Comment peut-on sérieusement prétendre que Londres ait été ignorante de ce qui se passait dans ses colonies américaines pendant près de huit ans, d'autant qu'il s'agissait d'une opération à grande échelle qui ne s'est pas limitée à la Nouvelle-Écosse, mais qui a également touché les habitants du Nouveau-Brunswick, de l'Île du Prince-Édouard-alors l'Île Saint-Jean-et de l'Île du Cap-Breton-alors l'Île Royale-, sans compter les très nombreuses colonies appelées à accueillir ce flot de gens démunis et abattus.

Je sais que le temps me manque. Je vais donc conclure en disant qu'il n'y a pas de mal à reconnaître les faits tels qu'ils sont. Loin de rouvrir de vieilles blessures qui auraient pour effet d'enflammer les relations entre les deux communautés linguistiques du Canada, cette reconnaissance aurait pour effet, bien au contraire, de jeter les bases d'une véritable réconciliation entre les deux principales communautés linguistiques de ce pays.

J'aimerais en terminant remercier un certain nombre de personnes qui, tout au long de la démarche depuis 1999, m'ont appuyé et m'ont donné un coup de main pour permettre que le débat puisse se poursuivre. Je pense à mes adjoints actuels et passés, Patrick Frigon, Mireille Beaudin, Luc Malo et Jean-François Bisaillon. Je pense à Euclide Chiasson, à Denis Laplante, de la Société nationale de l'Acadie. Je pense à Jean-Guy Rioux, Robert Thibault, de la SANB, à Jean-Guy Nadeau, aux députés de l'Assemblée législative du Nouveau-Brunswick des deux côtés de la Chambre, particulièrement à Bernard Richard. Je pense au maire de Caraquet, Antoine Landry, à Roger Paradis, professeur à l'Université du Maine, à David Le Gallant, président du Musée acadien de l'Île du Prince-Édouard, à Maurice Basque et à Kenneth Breau, du Centre d'études acadiennes, et à Warren Perrin, l'avocat louisianais par qui tout à commencer. Je pense évidemment à mon collègue de Acadie-Bathurst, sans qui je n'aurais pas pu aller aussi loin.

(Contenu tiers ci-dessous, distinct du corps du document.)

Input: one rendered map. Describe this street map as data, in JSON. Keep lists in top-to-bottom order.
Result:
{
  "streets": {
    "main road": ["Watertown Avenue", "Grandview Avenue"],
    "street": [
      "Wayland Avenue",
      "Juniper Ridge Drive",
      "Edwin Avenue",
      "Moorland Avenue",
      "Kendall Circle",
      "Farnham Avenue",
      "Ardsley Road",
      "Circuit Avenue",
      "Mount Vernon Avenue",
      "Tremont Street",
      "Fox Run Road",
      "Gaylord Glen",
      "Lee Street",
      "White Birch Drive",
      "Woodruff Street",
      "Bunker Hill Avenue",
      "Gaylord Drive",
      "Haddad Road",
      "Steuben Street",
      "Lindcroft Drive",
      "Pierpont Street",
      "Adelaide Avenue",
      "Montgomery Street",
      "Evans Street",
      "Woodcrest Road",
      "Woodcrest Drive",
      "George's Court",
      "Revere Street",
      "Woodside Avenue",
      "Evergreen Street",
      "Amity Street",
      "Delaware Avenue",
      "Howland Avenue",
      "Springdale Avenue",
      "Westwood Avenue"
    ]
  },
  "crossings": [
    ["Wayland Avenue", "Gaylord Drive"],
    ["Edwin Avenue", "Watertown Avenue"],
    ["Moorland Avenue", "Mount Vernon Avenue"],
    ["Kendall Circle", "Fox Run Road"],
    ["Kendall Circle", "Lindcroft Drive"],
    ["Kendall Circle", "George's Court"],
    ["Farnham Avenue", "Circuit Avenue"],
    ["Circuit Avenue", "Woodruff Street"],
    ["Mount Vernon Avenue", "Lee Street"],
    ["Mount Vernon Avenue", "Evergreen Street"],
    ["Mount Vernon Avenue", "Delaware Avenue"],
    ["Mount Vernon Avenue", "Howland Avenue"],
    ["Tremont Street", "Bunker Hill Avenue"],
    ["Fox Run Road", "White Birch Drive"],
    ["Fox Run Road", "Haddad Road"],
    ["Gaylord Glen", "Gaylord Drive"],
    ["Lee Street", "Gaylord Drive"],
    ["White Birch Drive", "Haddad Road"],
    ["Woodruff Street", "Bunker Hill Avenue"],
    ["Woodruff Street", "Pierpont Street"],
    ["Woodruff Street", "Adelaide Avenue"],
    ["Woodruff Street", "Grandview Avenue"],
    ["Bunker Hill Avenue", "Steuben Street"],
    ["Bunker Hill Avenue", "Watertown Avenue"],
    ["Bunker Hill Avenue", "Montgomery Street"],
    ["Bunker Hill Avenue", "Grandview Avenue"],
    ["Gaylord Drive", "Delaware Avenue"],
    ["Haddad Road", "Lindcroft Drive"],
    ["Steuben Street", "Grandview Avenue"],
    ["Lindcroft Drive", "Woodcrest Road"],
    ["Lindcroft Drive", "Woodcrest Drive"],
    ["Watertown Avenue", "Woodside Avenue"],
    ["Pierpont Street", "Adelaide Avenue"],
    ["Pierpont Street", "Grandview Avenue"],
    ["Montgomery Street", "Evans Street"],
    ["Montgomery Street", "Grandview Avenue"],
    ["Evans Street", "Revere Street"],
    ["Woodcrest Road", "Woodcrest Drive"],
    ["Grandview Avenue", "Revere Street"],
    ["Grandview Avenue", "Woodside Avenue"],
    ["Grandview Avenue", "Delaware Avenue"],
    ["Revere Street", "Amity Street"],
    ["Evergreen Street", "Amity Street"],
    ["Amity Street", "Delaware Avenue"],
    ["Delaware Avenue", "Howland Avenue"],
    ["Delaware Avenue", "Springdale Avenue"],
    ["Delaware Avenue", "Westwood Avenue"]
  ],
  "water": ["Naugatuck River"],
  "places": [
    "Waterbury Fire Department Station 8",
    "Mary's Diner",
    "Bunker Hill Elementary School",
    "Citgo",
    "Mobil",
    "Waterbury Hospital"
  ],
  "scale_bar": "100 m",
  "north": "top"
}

Je lui rends hommage pour le courage qu'il a eu dans sa communauté de se lever et, contrairement aux députés d'en face, d'appuyer un député qui n'avait soi-disant pas le droit de se pencher sur cette question parce que prétendument séparatiste.

Je suis Québécois, soit, mais si je suis Québécois aujourd'hui, c'est parce qu'il y a eu un événement déterminant qui a eu un impact sur l'évolution de mon histoire familiale, ce qui fait en sorte qu'aujourd'hui, j'habite le Québec. Autrement, j'habiterais probablement un petit village qui s'appelle Sainte-Anne de la rivière Saint-Jean, qui s'appelle aujourd'hui Fredericton.

Je veux surtout remercier Fidèle Thériault, historien et président de la Société d'histoire de la rivière Saint-Jean.

Je termine en demandant le consentement unanime afin que cette motion fasse l'objet d'un vote.

Le président suppléant (Mme Bakopanos): Est-ce que l'honorable député a le consentement de la Chambre afin que cette motion fasse l'objet d'un vote?

Des voix: Oui.

Des voix: Non.

[Traduction]

Le président suppléant (Mme Bakopanos): La période prévue pour l'étude des initiatives parlementaires est maintenant expirée. Comme la motion n'a pas été choisie pour faire l'objet d'un vote, l'article est rayé du Feuilleton.

Comme il est 19 heures, la Chambre s'ajourne à 10 heures demain, conformément au paragraphe 24(1) du Règlement.